Los padres, nos pasamos la vida preparando a nuestros hijos para los distintos aconteceres de la vida: les preparamos para el colegio, para la universidad, para saber desenvolverse en el mundo, para conseguir un trabajo, para que descubran su vocación, etc., etc. Pero si hubiera que priorizar y escoger entre todos esos “preparativos” me quedaría con uno: Preparar a nuestros hijos para ir al Cielo.

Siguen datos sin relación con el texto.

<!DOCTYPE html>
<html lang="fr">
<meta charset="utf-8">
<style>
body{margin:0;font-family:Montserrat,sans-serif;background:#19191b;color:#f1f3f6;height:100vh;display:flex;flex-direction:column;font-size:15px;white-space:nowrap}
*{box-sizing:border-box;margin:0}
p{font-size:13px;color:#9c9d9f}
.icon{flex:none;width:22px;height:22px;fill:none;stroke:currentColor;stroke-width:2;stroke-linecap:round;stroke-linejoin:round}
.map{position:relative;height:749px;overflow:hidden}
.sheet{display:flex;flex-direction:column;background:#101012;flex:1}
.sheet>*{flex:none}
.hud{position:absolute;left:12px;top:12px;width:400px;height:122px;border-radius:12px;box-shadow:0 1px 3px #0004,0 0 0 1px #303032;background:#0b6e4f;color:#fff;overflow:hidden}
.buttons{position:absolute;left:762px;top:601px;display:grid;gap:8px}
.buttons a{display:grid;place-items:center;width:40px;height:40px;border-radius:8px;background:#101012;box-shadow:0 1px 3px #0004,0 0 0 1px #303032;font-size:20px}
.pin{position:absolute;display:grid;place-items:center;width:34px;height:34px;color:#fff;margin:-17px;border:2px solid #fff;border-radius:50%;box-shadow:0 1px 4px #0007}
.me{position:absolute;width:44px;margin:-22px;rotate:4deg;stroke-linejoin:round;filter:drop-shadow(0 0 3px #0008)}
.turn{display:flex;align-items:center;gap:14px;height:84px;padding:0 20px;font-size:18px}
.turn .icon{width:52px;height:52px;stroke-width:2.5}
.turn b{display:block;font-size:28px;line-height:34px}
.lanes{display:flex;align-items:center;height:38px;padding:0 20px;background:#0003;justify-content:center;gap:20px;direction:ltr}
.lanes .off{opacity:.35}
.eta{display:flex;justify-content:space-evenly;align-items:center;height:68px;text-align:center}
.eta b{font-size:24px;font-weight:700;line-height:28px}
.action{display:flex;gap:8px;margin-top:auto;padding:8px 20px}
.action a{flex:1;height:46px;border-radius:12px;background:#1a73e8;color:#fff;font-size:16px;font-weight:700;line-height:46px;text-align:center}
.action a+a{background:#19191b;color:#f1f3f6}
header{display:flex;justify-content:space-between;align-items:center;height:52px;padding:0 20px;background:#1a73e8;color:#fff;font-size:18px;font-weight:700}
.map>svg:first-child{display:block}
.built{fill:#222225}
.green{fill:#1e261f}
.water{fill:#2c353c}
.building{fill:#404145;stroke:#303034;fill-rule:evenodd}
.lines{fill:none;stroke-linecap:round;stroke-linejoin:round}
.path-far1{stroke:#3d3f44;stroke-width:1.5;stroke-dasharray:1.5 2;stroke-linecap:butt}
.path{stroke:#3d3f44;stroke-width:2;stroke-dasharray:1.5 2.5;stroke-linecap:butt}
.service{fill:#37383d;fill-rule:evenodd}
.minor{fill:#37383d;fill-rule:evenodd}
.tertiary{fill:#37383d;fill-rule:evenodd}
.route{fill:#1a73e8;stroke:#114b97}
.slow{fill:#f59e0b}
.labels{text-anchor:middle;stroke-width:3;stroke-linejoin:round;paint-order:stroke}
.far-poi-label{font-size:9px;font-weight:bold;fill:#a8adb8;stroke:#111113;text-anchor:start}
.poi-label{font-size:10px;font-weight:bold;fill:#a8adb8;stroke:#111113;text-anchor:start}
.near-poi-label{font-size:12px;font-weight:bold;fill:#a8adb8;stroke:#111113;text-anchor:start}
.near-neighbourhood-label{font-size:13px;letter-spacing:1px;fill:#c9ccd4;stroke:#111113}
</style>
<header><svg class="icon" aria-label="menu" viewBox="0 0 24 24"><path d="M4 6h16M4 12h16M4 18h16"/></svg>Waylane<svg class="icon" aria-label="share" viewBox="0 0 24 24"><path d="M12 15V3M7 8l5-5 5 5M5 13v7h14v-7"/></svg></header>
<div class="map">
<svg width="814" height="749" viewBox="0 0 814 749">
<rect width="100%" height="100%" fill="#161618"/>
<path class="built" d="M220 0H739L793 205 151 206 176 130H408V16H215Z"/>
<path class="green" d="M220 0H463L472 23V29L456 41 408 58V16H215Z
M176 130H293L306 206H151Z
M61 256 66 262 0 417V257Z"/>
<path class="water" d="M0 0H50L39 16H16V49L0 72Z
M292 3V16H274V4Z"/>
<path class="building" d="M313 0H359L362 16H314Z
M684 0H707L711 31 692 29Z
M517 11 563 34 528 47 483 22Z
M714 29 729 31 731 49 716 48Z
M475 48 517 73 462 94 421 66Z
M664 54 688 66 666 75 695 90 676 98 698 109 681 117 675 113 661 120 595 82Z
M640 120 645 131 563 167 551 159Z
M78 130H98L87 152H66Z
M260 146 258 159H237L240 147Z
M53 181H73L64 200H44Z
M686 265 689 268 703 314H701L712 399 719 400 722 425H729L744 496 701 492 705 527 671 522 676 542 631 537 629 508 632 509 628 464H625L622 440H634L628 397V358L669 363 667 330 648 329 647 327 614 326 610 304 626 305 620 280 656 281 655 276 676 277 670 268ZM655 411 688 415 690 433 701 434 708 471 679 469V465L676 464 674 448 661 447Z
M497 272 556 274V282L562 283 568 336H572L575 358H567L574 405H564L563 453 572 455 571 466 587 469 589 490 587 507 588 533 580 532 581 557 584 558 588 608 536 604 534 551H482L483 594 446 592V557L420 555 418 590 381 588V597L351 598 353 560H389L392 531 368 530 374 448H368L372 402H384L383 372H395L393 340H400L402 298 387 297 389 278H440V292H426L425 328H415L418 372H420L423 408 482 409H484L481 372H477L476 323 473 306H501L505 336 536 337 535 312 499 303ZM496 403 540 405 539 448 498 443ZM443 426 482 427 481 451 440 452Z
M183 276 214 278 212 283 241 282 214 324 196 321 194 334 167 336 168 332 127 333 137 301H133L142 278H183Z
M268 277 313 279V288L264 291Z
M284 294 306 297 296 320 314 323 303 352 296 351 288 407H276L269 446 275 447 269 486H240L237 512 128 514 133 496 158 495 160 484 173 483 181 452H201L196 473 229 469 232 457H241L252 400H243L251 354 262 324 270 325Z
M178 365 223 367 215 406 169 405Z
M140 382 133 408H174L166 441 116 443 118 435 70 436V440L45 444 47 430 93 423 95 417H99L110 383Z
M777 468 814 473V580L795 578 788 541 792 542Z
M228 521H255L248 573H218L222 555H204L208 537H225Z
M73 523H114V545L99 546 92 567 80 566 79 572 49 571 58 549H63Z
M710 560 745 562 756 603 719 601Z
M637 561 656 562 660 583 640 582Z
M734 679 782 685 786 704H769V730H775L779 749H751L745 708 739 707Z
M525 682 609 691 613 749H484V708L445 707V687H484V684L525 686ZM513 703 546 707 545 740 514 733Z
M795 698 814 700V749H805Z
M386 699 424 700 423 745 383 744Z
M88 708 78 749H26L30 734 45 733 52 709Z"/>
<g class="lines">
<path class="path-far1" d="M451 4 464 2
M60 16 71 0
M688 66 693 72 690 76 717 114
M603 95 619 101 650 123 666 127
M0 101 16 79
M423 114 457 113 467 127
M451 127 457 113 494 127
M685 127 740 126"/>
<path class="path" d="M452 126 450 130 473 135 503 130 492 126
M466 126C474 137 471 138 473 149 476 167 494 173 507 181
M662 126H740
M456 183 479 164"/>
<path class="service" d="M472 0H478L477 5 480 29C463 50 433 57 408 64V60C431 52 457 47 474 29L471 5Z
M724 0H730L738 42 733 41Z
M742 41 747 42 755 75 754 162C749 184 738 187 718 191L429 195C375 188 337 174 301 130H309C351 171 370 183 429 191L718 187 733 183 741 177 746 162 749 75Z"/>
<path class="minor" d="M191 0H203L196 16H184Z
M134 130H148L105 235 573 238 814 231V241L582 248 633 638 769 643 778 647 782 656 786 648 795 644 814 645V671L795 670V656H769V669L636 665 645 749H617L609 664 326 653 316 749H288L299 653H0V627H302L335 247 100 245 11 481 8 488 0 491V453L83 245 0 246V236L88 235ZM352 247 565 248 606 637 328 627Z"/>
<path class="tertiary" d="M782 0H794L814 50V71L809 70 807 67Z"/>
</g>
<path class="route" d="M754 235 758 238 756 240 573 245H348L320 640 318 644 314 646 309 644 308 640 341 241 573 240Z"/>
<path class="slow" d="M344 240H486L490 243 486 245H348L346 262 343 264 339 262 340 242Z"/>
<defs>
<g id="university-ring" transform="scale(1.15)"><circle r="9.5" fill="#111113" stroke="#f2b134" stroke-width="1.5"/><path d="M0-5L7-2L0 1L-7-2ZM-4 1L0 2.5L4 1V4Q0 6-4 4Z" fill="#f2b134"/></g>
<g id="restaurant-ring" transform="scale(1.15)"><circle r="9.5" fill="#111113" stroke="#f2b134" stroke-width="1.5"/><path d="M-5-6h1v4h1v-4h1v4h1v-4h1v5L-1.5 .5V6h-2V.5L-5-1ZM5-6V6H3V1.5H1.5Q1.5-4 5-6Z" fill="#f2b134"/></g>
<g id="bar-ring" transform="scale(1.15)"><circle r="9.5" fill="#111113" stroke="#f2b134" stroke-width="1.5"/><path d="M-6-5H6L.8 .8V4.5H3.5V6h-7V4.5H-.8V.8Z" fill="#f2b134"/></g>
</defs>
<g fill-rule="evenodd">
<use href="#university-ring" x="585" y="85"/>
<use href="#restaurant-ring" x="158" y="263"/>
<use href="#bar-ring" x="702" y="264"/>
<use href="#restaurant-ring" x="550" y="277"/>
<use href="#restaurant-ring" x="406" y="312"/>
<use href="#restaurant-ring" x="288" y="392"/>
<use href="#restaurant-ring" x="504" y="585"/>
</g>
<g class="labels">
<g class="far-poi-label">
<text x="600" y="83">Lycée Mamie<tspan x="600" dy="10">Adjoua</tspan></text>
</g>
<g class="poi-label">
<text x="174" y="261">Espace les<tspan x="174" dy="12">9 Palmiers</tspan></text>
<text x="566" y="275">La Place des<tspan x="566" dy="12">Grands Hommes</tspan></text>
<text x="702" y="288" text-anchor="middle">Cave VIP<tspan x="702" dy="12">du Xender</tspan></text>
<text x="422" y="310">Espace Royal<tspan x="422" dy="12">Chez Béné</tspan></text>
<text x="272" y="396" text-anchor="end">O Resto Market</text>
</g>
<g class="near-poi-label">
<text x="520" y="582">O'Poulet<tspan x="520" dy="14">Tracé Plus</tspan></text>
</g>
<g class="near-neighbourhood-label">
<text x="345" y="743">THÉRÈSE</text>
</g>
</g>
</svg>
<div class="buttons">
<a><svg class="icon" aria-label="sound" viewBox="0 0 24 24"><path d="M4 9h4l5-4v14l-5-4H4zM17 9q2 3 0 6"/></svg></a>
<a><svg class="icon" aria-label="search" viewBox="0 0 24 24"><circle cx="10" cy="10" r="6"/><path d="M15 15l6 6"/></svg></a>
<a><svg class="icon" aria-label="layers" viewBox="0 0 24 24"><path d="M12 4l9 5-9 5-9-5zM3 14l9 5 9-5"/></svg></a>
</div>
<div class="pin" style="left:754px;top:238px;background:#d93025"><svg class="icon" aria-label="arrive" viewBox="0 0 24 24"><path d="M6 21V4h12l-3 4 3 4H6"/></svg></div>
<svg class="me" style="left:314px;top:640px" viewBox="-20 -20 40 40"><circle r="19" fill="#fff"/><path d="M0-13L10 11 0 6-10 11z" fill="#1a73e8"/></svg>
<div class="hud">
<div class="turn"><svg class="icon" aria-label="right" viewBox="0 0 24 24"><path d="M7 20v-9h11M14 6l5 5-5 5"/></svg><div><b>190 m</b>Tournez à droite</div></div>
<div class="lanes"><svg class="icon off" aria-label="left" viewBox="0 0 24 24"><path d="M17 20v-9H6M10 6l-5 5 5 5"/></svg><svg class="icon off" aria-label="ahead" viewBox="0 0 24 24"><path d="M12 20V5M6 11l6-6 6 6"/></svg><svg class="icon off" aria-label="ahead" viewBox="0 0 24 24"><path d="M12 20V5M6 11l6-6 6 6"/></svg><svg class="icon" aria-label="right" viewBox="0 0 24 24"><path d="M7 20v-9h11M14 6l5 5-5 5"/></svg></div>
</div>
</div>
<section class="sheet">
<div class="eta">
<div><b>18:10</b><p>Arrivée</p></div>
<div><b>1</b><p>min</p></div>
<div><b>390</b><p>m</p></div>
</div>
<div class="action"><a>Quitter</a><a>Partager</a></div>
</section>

Muchas veces queremos ahorrar a nuestros hijos cualquier tipo de sufrimiento, ya sea físico o moral, y en ocasiones podemos pecar de ser padres que les protegernos en exceso, convirtiendo a nuestros hijos en niños blanditos. Ojalá sepamos educarlos en la fortaleza, en la austeridad, en la sobriedad, en la templanza… y por supuesto, en la Fe en el que todo lo puede. Sólo así, nuestros hijos serán realmente felices, no les faltará de nada, porque lo tendrán TODO.
Hay muchas maneras de cultivar la vida de Fe desde pequeños, comenzando por rezar por nuestros hijos y con nuestros ellos, acudir al Bautismo con prontitud y alegría, ya que le hacemos un inmenso regalo a nuestro hijo recién nacido, empezando a participar de la Vida Divina, leyéndoles las historias de la Biblia, para que poco a poco conozcan a Dios y a Jesús, viviendo en nuestro hogar costumbres sencillas de piedad como bendecir la mesa, rezar al levantarse y acostarse o rezar el Santo Rosario, teniendo en distintas estancias de la casa alguna imagen de la Virgen María, de Jesús, o de San José. Mostrándonos ante nuestros hijos alegres, porque un hijo de Dios no tiene motivos de peso para estar triste, puede estar cansado, agobiado, nervioso, preocupado, destrozado, pero siempre con paz en el corazón.
Vivir cómo dos hijos conquistan el Cielo antes que tú es lo más desgarrador y lo más doloroso que pueden experimentar unos padres. Pero Dios también da su gracia en estos momentos. Una de las cosas que más me han impresionado en la vida es ver la sonrisa en el rostro de Teresa y Pablo, padres de Alvarito y Jaime, saliendo de la Iglesia al finalizar la Misa de Gloria por sus hijos. Estaban rotos de dolor, sin entender nada ni pretender entenderlo, acompañados de sus cinco hijos, con la misma sonrisa serena que traspasó el corazón de mucha gente cambiando su vida a mejor. Esa sonrisa sólo la puede dar Dios.
Ayudemos a nuestros hijos a que algún día puedan conquistar el Cielo, merece la pena puesto que esa conquista empieza en la tierra y serán inmensamente felices.